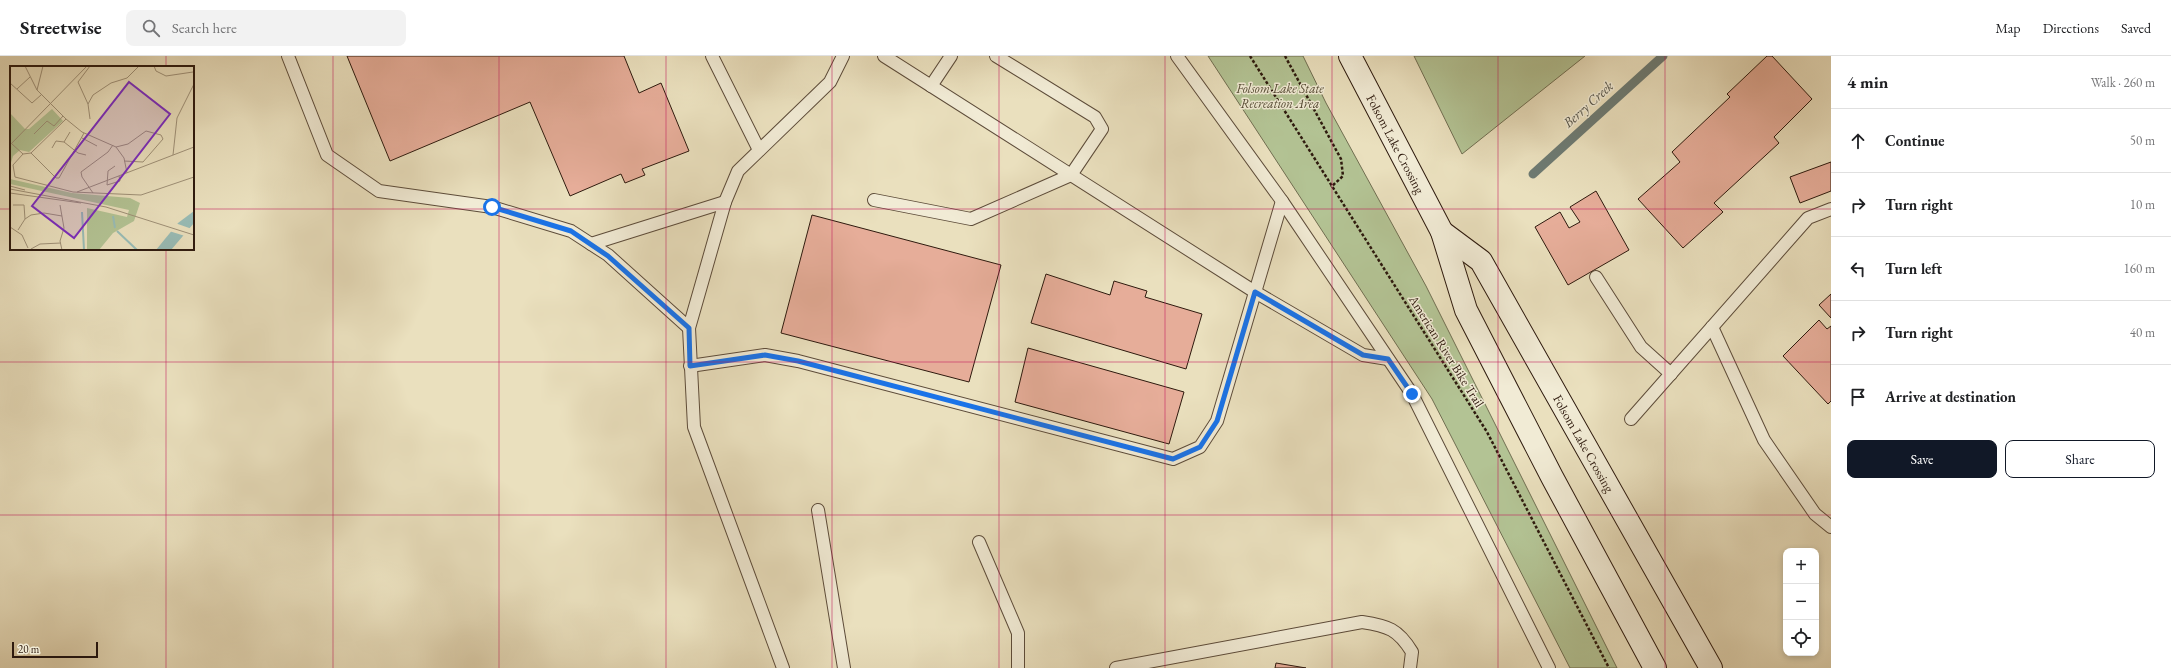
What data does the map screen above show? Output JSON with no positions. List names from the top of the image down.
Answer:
{
  "streets": {
    "main road": ["Folsom Lake Crossing"],
    "path": ["American River Bike Trail"]
  },
  "water": ["Berry Creek"],
  "parks": ["Folsom Lake State Recreation Area"],
  "scale_bar": "20 m",
  "page": {
    "header": "Streetwise",
    "search": "Search here",
    "nav": ["Map", "Directions", "Saved"],
    "heading": ["4 min", "Walk · 260 m"],
    "list": [
      ["Continue", "50 m"],
      ["Turn right", "10 m"],
      ["Turn left", "160 m"],
      ["Turn right", "40 m"],
      "Arrive at destination"
    ],
    "buttons": ["Save", "Share"],
    "map_buttons": ["+", "−"],
    "scale": "20 m"
  }
}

----------------------------------------

Keep every word of the records and none of the pictures when you print them again.

What data does the map screen above show? Output JSON with no positions. List names from the top of the image down.
Answer:
{
  "streets": {
    "main road": ["Folsom Lake Crossing"],
    "path": ["American River Bike Trail"]
  },
  "water": ["Berry Creek"],
  "parks": ["Folsom Lake State Recreation Area"],
  "scale_bar": "20 m",
  "page": {
    "header": "Streetwise",
    "search": "Search here",
    "nav": ["Map", "Directions", "Saved"],
    "heading": ["4 min", "Walk · 260 m"],
    "list": [
      ["Continue", "50 m"],
      ["Turn right", "10 m"],
      ["Turn left", "160 m"],
      ["Turn right", "40 m"],
      "Arrive at destination"
    ],
    "buttons": ["Save", "Share"],
    "map_buttons": ["+", "−"],
    "scale": "20 m"
  }
}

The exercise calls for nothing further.